Rede

Friedrich spricht auf didacta zur Dualen Bildung im Donauraum

Qualifizierung als Beitrag zu nachhaltigem Wachstum und internationaler Wettbewerbsfähigkeit der Donauregion

Meine sehr geehrten Damen und Herren,

zu der heutigen Konferenz zum Thema Duale Bildung im Donauraum möchte ich Sie ganz herzlich begrüßen. Besonders begrüße ich Herrn Minister Gordan Maras vom Ministerium für Unternehmertum und Handwerk aus Kroatien sowie Herrn Staatssekretär Stefan Chudoba vom Wissenschafts- und Bildungsministerium der Slowakei. Auch aus Rumänien haben wir mit Herrn Stelian Fedorca, dem Berater des Bildungsministers für die beruflliche Qualifizierung, einen hochrangigen Vertreter für diese Veranstaltung gewinnen können, zudem ist natürlich auch Baden-Württemberg mit hochrangigen Persönlichkeiten hier vertreten.

Alleine die exklusive Zusammensetzung unserer heutigen Veranstaltung unterstreicht bereits, welch großes Interesse an den heute hier diskutierten Themen im Moment besteht! Die duale Ausbildung stellt eine deutsche Besonderheit dar, die weltweit Interesse hervorruft und echtes Potential zum Exportschlager hat.

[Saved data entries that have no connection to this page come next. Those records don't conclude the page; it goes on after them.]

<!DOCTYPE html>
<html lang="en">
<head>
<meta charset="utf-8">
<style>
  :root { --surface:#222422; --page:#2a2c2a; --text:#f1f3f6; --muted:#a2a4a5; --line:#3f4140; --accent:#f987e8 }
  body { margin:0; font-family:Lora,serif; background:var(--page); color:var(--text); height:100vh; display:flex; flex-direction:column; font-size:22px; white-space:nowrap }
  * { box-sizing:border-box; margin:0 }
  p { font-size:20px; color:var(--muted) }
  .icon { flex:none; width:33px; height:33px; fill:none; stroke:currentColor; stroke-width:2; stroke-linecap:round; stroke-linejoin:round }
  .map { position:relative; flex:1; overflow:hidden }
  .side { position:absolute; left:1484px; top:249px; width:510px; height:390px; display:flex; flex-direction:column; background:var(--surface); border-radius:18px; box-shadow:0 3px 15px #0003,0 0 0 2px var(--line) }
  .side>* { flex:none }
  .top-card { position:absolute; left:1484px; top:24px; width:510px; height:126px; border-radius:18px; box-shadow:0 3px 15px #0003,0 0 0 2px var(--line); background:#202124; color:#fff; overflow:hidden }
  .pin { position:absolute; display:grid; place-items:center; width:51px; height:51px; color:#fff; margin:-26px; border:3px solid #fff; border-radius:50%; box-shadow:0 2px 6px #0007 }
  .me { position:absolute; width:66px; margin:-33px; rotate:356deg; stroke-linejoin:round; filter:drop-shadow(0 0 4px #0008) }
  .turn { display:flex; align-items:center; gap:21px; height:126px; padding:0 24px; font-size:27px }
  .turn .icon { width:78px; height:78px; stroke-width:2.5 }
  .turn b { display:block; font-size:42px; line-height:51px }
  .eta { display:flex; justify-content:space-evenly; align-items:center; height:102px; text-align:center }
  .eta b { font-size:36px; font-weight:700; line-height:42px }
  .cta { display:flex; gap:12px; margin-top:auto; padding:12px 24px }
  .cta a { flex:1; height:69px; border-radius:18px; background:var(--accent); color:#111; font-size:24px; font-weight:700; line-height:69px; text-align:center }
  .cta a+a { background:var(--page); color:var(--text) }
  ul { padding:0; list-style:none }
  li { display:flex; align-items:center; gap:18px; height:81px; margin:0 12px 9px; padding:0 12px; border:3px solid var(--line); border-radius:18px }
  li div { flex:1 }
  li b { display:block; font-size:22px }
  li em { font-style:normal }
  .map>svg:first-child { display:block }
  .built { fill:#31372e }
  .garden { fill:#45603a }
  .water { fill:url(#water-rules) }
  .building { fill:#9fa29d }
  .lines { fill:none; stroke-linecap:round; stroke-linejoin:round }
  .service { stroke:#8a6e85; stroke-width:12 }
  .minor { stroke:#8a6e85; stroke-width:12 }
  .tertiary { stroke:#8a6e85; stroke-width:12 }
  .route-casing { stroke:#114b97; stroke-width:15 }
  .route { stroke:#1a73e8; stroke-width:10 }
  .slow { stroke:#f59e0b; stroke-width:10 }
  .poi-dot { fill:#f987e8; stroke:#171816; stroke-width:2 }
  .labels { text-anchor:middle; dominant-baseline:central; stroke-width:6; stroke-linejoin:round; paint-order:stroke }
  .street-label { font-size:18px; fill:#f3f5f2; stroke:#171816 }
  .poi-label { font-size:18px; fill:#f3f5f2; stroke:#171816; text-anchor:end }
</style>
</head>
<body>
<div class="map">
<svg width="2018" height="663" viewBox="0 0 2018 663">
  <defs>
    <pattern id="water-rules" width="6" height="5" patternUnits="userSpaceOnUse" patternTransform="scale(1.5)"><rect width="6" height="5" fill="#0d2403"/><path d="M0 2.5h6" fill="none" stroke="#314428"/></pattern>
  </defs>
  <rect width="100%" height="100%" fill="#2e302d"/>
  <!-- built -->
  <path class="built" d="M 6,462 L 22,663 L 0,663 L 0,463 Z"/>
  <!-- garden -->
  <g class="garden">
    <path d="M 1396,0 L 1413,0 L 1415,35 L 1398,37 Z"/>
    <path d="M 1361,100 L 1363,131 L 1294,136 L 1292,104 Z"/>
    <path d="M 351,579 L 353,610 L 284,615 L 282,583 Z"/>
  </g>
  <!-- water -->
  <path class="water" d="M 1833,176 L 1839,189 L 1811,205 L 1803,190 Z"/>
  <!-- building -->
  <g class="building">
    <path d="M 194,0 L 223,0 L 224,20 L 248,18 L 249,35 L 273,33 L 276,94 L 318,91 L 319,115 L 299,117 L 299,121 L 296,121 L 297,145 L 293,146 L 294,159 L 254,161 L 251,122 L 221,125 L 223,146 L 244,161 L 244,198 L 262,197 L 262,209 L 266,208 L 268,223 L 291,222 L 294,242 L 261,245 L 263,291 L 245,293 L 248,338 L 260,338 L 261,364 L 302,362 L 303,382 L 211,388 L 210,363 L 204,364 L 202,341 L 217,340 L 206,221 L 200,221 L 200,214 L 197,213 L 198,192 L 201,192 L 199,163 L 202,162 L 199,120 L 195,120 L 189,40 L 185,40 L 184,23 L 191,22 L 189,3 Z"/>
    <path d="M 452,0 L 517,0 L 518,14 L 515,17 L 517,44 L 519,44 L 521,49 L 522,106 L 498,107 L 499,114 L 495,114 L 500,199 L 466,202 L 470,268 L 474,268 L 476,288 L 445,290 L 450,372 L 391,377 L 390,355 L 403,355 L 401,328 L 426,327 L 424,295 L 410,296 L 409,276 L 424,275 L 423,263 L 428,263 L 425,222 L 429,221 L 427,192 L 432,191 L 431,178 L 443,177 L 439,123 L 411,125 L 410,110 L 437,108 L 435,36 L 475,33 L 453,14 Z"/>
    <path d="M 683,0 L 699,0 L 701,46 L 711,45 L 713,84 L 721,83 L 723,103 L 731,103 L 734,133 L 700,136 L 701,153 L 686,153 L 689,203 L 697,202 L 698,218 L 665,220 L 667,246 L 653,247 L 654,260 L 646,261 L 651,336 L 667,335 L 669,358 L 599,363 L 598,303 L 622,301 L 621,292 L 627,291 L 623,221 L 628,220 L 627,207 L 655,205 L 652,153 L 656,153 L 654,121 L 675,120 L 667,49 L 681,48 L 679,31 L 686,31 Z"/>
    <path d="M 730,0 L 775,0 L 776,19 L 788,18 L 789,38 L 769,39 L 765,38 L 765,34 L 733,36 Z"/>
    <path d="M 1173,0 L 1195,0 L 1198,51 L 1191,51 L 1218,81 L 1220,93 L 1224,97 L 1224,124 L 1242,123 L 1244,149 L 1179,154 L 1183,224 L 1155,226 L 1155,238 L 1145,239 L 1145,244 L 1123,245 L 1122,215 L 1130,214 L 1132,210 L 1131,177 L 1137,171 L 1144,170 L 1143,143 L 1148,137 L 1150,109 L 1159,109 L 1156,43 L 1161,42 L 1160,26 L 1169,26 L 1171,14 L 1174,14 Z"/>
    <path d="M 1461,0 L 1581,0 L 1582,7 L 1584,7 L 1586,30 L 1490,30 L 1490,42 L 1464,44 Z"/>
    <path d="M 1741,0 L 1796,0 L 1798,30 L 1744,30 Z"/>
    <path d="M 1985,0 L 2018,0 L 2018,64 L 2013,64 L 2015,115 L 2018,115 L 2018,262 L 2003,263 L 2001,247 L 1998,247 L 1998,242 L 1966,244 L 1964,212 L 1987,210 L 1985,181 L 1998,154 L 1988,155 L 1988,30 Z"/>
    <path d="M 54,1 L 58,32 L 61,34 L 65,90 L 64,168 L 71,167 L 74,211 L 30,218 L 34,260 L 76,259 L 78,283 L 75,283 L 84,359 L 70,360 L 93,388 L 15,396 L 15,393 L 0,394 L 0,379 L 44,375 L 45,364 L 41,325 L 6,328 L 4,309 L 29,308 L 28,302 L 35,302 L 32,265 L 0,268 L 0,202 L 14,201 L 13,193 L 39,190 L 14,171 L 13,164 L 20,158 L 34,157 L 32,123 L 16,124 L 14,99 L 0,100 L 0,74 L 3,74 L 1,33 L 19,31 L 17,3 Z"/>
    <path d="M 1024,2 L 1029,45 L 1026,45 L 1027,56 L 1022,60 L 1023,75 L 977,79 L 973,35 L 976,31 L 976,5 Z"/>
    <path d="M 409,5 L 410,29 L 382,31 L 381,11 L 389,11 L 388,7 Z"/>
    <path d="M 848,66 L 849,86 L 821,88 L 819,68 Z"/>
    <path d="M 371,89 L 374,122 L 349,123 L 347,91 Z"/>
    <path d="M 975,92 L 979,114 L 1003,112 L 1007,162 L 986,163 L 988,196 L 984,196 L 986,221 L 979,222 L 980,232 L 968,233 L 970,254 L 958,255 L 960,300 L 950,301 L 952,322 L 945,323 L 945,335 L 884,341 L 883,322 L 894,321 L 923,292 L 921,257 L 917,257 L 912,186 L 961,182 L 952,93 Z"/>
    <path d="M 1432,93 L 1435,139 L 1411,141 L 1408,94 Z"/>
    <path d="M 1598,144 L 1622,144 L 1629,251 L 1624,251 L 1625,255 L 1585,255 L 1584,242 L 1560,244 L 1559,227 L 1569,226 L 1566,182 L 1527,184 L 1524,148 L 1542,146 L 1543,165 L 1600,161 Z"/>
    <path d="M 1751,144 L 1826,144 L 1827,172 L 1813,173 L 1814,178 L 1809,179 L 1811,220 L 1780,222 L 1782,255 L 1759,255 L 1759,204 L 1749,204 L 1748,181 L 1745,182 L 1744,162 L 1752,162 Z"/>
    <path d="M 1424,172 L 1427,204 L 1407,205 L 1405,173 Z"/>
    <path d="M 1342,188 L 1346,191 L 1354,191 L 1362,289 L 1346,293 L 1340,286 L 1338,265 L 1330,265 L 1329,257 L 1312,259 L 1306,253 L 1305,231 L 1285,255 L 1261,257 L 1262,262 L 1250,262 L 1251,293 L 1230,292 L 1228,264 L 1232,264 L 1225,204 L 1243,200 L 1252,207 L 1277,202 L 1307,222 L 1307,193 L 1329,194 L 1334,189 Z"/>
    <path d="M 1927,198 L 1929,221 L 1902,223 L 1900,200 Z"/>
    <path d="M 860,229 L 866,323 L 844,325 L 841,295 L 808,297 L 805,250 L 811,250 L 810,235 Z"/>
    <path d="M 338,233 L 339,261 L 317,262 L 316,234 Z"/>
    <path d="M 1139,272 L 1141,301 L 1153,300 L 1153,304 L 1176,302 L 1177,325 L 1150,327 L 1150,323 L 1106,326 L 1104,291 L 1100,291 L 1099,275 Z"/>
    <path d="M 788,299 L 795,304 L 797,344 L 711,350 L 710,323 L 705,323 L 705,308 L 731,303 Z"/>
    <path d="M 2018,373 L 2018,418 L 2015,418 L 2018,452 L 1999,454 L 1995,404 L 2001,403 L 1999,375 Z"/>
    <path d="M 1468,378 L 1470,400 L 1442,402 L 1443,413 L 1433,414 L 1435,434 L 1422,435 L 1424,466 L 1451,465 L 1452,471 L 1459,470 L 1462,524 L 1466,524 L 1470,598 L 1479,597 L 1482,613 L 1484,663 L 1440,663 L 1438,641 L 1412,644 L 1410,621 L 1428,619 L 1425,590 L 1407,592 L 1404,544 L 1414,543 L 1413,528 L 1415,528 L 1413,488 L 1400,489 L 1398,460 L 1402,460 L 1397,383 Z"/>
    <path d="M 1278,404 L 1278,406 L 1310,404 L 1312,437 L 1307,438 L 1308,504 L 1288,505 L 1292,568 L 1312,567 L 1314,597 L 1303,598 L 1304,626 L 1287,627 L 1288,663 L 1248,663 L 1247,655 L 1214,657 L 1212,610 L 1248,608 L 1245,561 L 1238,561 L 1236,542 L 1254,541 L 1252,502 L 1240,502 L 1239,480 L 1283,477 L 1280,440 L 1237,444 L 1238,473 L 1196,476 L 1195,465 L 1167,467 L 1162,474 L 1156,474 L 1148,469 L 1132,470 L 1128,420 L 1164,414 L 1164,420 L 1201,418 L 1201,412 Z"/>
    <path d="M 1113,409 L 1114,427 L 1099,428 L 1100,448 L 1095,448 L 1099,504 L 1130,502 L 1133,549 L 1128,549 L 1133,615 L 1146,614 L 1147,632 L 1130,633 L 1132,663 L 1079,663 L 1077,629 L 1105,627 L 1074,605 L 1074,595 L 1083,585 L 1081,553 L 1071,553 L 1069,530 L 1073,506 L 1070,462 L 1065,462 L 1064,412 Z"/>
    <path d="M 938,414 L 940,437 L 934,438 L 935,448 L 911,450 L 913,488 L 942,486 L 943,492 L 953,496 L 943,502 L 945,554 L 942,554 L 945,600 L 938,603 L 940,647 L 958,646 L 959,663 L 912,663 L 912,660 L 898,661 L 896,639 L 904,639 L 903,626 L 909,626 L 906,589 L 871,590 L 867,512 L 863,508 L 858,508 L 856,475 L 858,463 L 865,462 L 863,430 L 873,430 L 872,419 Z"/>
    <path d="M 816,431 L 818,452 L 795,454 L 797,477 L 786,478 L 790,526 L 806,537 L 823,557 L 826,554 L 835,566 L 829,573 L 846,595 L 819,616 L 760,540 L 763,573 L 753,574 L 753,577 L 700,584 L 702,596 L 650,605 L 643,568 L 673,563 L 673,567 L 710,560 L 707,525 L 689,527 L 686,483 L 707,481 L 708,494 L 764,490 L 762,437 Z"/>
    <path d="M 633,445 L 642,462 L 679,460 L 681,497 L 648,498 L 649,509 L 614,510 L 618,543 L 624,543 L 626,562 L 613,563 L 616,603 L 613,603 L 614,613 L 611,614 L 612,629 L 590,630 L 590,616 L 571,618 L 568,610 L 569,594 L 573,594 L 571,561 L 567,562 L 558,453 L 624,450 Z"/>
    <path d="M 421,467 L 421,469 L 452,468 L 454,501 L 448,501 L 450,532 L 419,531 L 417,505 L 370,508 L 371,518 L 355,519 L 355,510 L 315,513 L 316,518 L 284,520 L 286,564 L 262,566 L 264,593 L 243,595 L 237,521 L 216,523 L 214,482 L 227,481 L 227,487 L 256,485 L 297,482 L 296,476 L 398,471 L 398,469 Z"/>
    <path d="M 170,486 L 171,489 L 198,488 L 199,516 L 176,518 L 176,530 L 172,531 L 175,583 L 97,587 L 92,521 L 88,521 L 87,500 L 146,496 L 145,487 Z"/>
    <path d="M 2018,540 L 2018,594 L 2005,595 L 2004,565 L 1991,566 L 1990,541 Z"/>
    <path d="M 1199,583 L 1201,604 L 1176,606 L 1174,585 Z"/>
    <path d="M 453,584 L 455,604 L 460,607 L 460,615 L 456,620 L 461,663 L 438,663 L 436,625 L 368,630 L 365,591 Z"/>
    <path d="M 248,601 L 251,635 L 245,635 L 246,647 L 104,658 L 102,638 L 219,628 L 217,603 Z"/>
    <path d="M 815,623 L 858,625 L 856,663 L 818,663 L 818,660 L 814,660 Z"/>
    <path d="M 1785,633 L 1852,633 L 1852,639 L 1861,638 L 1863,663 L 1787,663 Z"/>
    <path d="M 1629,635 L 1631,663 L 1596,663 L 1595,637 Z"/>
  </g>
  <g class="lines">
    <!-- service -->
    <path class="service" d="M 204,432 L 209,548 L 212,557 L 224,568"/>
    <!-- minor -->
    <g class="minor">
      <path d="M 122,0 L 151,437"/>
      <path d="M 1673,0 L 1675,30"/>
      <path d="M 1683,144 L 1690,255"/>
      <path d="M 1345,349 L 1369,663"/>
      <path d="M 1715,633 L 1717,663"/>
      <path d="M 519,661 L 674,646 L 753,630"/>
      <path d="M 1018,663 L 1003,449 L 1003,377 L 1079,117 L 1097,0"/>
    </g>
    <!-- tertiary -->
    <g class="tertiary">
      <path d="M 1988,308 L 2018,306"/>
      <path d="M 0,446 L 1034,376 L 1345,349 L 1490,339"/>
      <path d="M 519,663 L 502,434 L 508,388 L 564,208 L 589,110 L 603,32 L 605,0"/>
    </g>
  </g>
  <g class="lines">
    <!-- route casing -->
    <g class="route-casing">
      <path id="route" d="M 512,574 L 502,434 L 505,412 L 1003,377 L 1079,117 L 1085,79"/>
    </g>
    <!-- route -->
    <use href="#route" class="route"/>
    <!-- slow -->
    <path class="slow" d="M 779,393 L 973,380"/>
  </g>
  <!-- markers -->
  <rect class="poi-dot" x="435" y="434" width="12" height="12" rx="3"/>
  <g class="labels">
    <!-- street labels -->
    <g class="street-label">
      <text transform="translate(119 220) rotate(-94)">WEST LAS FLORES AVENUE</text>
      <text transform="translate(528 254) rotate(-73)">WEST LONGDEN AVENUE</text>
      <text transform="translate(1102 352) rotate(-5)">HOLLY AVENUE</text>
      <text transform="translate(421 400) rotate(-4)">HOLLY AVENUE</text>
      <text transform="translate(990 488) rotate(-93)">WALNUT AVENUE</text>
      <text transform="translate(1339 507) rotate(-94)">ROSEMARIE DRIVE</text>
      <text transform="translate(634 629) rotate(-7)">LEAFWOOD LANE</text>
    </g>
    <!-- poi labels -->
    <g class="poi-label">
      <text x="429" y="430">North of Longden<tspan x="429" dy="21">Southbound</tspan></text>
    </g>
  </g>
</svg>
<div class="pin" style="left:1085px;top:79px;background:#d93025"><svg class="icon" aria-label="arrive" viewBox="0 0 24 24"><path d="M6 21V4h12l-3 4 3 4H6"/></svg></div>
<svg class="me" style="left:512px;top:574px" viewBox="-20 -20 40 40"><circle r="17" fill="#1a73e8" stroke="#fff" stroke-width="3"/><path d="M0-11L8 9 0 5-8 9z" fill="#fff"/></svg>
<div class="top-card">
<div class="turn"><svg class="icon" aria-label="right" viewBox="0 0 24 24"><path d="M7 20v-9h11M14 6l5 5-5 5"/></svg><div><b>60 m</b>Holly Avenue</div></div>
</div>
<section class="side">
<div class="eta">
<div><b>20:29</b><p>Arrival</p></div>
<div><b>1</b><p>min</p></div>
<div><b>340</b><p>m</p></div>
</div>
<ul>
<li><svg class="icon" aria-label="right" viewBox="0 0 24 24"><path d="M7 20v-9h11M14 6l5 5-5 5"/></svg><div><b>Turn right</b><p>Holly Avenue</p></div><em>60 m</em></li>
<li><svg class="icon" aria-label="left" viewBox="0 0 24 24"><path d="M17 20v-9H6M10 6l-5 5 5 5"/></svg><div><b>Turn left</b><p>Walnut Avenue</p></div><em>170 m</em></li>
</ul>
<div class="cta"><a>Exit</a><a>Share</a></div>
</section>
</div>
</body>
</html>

Lassen Sie mich gleich zu Beginn den Begriff der dualen Ausbildung erläutern, der in manchen Ländern und Staaten anders interpretiert wird als wir ihn gemeinhin verstehen. Die duale Ausbildung wie wir sie in Baden-Württemberg praktizieren, beruht auf zwei gleichberechtigten Teilen, nämlich dem einer qualifizierten schulischen Ausbildung und dem einer qualifizierten praktischen.

Auf der einen Seite stehen uns also starke berufliche Schulen im Land zur Seite, die im Kompetenzbereich des Bildungsministerium des Landes liegen; auf diese Weise ist ein hohes schulisches Niveau garantieren. Auf der anderen Seite haben wir die Betriebe und Kammern im Boot, die für den berufspraktischen Teil der Qualifizierung allein die Verantwortung tragen, sie bilden die jungen Menschen konkret im Betrieb aus und die Kammern nehmen die praktischen Prüfungen ab. Dafür gibt es vereinheitlichte Standards und Prüfungsordnungen.

Ich hole an dieser Stelle deshalb so weit aus, weil dieser duale Weg, dieses aufeinander abgestimmte Duett zwischen Schulen einerseits und Betrieben und Kammern andererseits eine Besonderheit ist, die eine lange Tradition bei uns hat und auf einem ausgefeilten System beruht, das über viele Jahrzehnte gewachsen ist und sowohl fest in unserem Bildungssystem als auch in der Arbeit der Kammern und Betriebe verankert ist.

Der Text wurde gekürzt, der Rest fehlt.